Dataset entries:

= Beginning of Section =

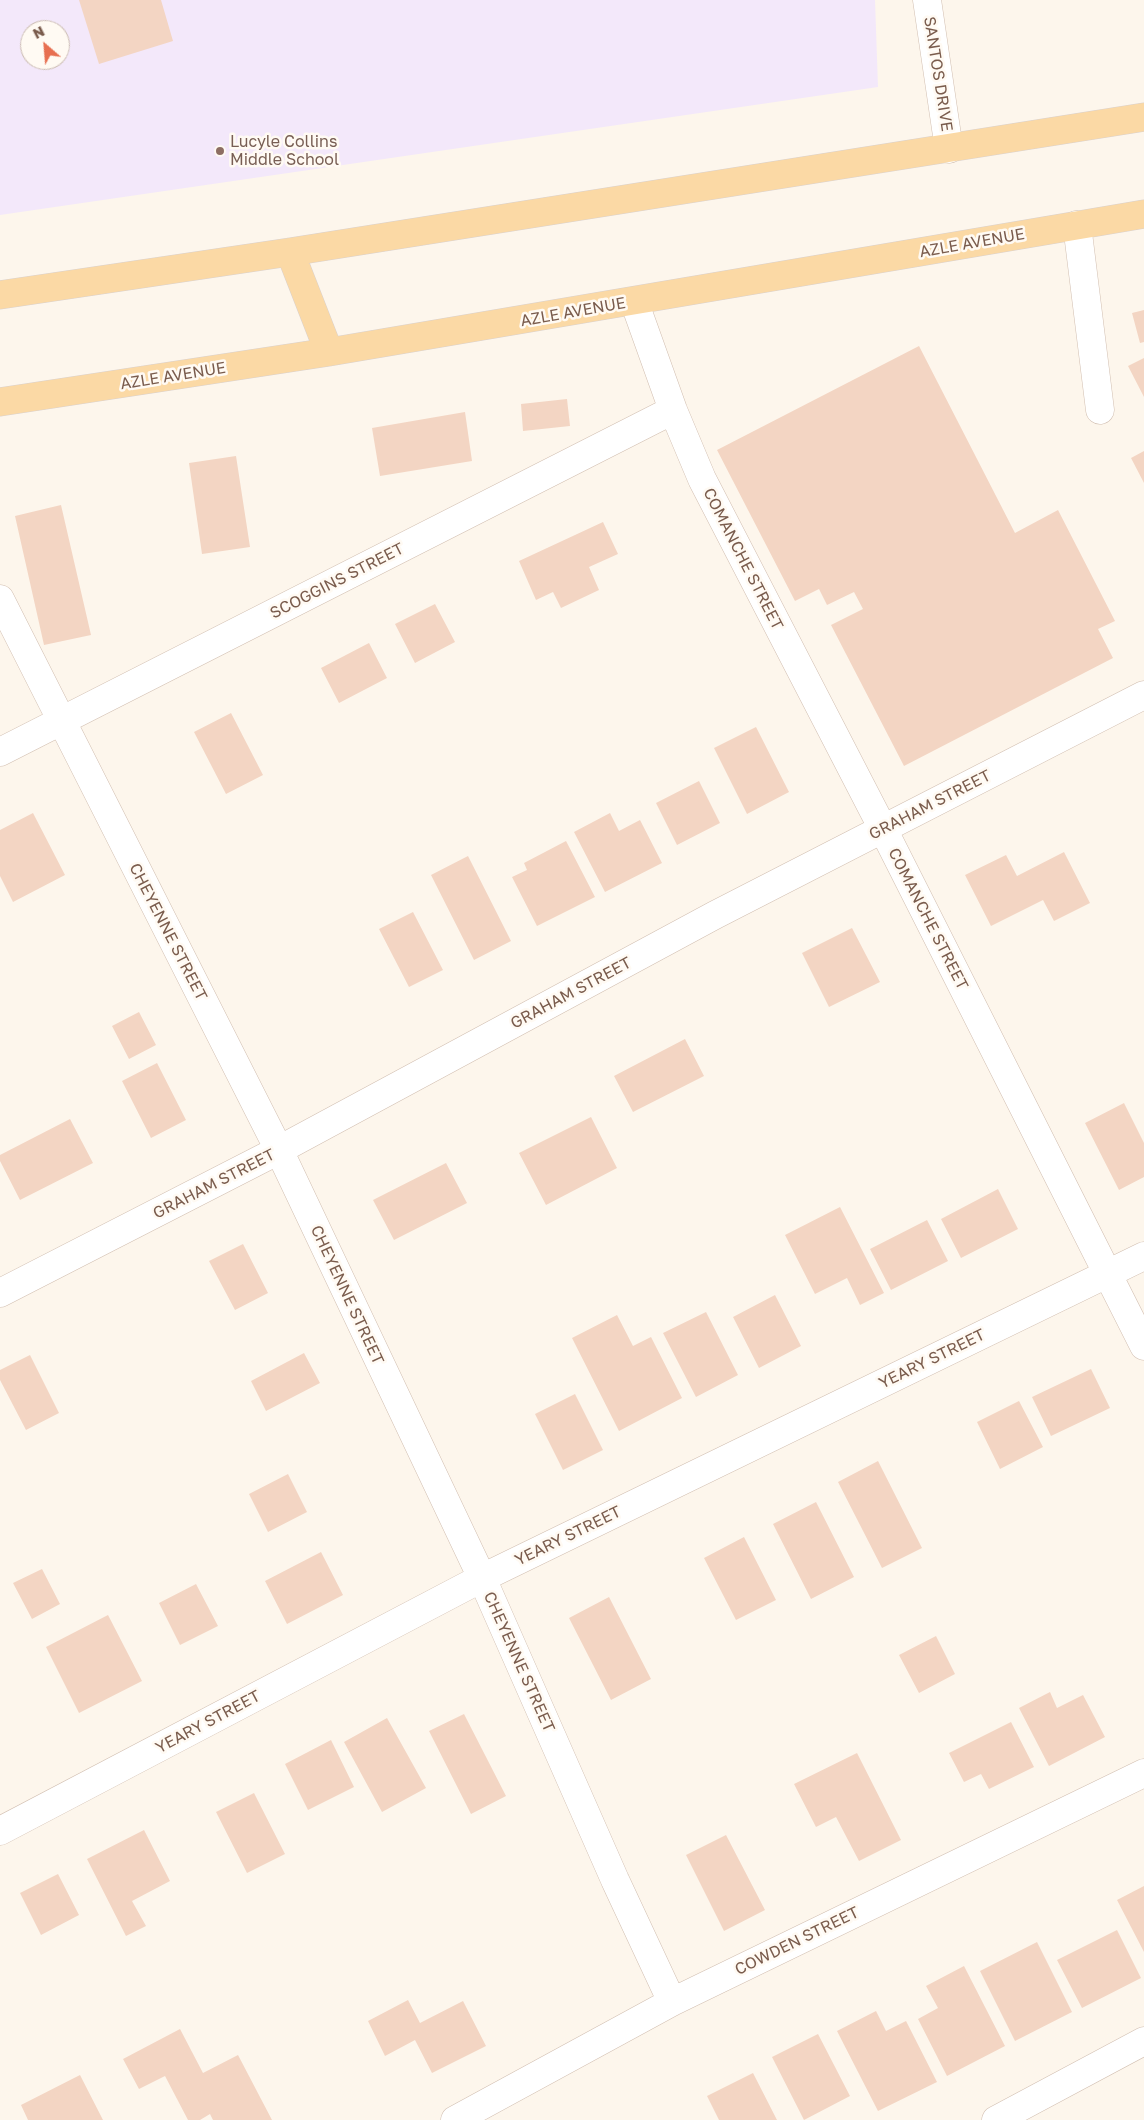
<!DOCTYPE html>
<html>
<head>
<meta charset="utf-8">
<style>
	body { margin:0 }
	#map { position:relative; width:1144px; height:2120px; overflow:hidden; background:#fdf6ec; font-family:"Golos Text",sans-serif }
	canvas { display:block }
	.north { position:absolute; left:20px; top:20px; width:50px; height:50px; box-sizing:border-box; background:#fffaf3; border:1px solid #cabbb1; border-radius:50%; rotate:333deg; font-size:14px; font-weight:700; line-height:20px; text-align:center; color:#7a5c4d }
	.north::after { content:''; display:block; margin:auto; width:18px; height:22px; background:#e76f51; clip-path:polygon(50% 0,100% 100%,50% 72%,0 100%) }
</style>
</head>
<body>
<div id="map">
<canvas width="1144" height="2120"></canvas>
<div class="north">N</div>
</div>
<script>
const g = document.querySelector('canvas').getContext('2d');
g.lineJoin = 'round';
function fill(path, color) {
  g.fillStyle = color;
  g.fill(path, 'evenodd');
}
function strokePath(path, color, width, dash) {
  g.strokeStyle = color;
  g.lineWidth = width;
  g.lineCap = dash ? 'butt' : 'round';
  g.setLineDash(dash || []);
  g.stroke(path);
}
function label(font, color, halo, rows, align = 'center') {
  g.font = font + ' "Golos Text",sans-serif';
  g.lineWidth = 5;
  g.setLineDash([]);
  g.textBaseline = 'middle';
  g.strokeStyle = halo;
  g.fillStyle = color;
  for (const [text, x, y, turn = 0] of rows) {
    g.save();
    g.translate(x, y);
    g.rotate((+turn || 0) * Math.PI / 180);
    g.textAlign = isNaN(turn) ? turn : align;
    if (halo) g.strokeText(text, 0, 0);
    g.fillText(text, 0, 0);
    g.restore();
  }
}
fill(new Path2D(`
	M0,0H875L878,87L0,215ZM30,30H60V60H30Z`), '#f3e8fa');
fill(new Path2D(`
	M79,0H161L173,41L99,64Z
	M1144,310V342L1140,343L1132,313Z
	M919,346L1015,533L1058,510L1115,621L1098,629L1113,658L904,766L831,625L863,609L854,592L827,605L819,589L795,601L717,450Z
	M1144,358V397L1128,366Z
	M567,399L570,426L523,431L521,404Z
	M465,412L472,461L380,476L372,428Z
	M1144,451V483L1131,458Z
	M236,456L250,547L202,554L189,463Z
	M61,505L91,635L44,645L15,516Z
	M603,522L618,554L589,567L599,590L561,608L553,592L536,600L519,561Z
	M435,604L455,642L415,663L395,624Z
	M369,643L387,678L339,703L321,668Z
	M231,713L263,775L226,794L194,732Z
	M756,727L789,792L747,814L714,748Z
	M699,781L720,823L677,845L656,803Z
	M33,813L65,875L13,902L0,876V830Z
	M610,813L619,831L640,820L662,863L605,892L574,832Z
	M566,841L595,897L537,926L512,877L527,870L524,863Z
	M1064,852L1090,903L1054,921L1043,900L991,926L965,875L1006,855L1017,876Z
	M468,856L511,941L474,960L431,875Z
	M413,912L443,970L409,987L379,929Z
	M852,928L880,982L829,1007L802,953Z
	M139,1012L156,1045L129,1059L112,1026Z
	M685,1039L704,1076L633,1112L614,1076Z
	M157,1063L186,1120L151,1138L122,1081Z
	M1124,1103L1144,1143V1177L1119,1190L1085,1123Z
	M591,1117L617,1168L546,1205L519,1153Z
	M70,1119L93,1163L20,1200L0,1161V1155Z
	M446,1163L467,1203L394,1240L373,1200Z
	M998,1189L1018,1229L961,1258L941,1219Z
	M840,1207L884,1293L860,1305L847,1278L815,1294L785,1235Z
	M927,1220L948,1261L891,1290L870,1249Z
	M243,1244L268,1293L235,1310L209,1261Z
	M775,1295L801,1346L759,1368L733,1317Z
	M706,1312L738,1375L696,1397L663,1333Z
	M617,1315L633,1346L651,1337L682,1398L619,1431L572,1338Z
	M304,1353L320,1383L266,1411L251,1381Z
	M30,1355L59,1413L26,1430L0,1380V1370Z
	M1091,1369L1110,1408L1051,1436L1032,1397Z
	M575,1394L603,1450L563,1470L535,1414Z
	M1019,1401L1043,1447L1000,1469L977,1422Z
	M878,1461L922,1548L882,1568L838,1482Z
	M288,1474L307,1512L268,1532L249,1494Z
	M816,1502L854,1577L811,1599L773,1524Z
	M744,1537L776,1600L736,1620L704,1558Z
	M321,1552L343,1595L287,1624L265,1581Z
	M42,1569L60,1604L32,1619L13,1583Z
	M196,1584L218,1626L180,1645L159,1603Z
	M609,1597L651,1679L611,1700L569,1618Z
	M108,1615L142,1681L79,1713L46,1647Z
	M936,1636L955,1674L919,1693L899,1655Z
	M1050,1692L1057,1708L1083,1695L1105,1737L1049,1766L1019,1708Z
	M464,1714L506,1796L471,1814L429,1731Z
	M387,1718L426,1788L382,1812L344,1742Z
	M1011,1722L1034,1767L989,1789L981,1774L964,1782L949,1753Z
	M331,1740L354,1787L308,1810L285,1764Z
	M857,1753L901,1840L859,1861L836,1817L816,1827L794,1784Z
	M254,1793L285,1854L247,1873L216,1812Z
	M144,1830L170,1881L132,1901L146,1926L126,1936L87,1859Z
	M726,1835L765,1910L724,1931L686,1855Z
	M58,1874L79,1915L41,1935L20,1893Z
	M1144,1886V1952L1117,1900Z
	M1117,1930L1141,1978L1082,2008L1057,1960Z
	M1037,1942L1072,2012L1015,2041L980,1971Z
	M964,1966L1005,2046L947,2076L918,2019L938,2008L926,1986Z
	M408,2000L420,2023L463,2001L486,2046L432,2073L415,2040L385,2056L368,2021Z
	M876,2011L886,2031L906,2021L937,2082L878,2111L837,2031Z
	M180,2029L203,2073L238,2055L272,2120H213L210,2114L200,2120H188L165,2076L139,2089L123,2059Z
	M818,2034L850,2096L804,2120L772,2057Z
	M753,2073L777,2120H719L707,2096Z
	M80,2075L103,2120H28L21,2105Z`), '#f3d5c3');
const minor = new Path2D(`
	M927,0L949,149
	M1077,225L1100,410
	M634,301L673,410L702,479L883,829L1144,1346
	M0,599L279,1150L482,1578L615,1880L672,2002
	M0,752L673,410
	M0,1293L279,1150L715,915L1144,695
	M0,1831L482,1578L1144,1256
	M455,2120L672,2002L1144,1773
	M996,2120L1144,2041`);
const major = new Path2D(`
	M290,252L329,352
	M0,295L290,252L1144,117
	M0,402L329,352L1144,214`);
strokePath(minor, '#d1beb0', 29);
strokePath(major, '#dad1cd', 29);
strokePath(minor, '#fff', 28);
strokePath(major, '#fbd9a5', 28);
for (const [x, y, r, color] of [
	[220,151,5,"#8d6e63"]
]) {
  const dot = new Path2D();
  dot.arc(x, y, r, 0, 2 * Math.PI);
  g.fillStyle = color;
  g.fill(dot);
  strokePath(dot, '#fffaf3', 2);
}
label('16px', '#7a5c4d', '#fffaf3', [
	["SANTOS DRIVE",938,74,81],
	["AZLE AVENUE",972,243,-10],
	["AZLE AVENUE",573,312,-10],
	["AZLE AVENUE",173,376,-9],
	["COMANCHE STREET",743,559,63],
	["SCOGGINS STREET",337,581,-27],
	["GRAHAM STREET",930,805,-27],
	["COMANCHE STREET",928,919,63],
	["CHEYENNE STREET",168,932,63],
	["GRAHAM STREET",571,993,-28],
	["GRAHAM STREET",214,1184,-27],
	["CHEYENNE STREET",347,1295,65],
	["YEARY STREET",932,1359,-26],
	["YEARY STREET",568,1536,-26],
	["CHEYENNE STREET",519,1662,66],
	["YEARY STREET",208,1722,-28],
	["COWDEN STREET",797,1941,-26]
]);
label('16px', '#785e54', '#fffaf3', [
	["Lucyle Collins",230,142],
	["Middle School",230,160]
], 'left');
</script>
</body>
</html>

= End of Section =

» Work required
Using the data above, extract exactly the lines from the one that holds "g.rotate((+turn || 0) * Math.PI / 180);" to the one that holds "M465,412L472,461L380,476L372,428Z", both ends included, and no others.

» Task response
    g.rotate((+turn || 0) * Math.PI / 180);
    g.textAlign = isNaN(turn) ? turn : align;
    if (halo) g.strokeText(text, 0, 0);
    g.fillText(text, 0, 0);
    g.restore();
  }
}
fill(new Path2D(`
	M0,0H875L878,87L0,215ZM30,30H60V60H30Z`), '#f3e8fa');
fill(new Path2D(`
	M79,0H161L173,41L99,64Z
	M1144,310V342L1140,343L1132,313Z
	M919,346L1015,533L1058,510L1115,621L1098,629L1113,658L904,766L831,625L863,609L854,592L827,605L819,589L795,601L717,450Z
	M1144,358V397L1128,366Z
	M567,399L570,426L523,431L521,404Z
	M465,412L472,461L380,476L372,428Z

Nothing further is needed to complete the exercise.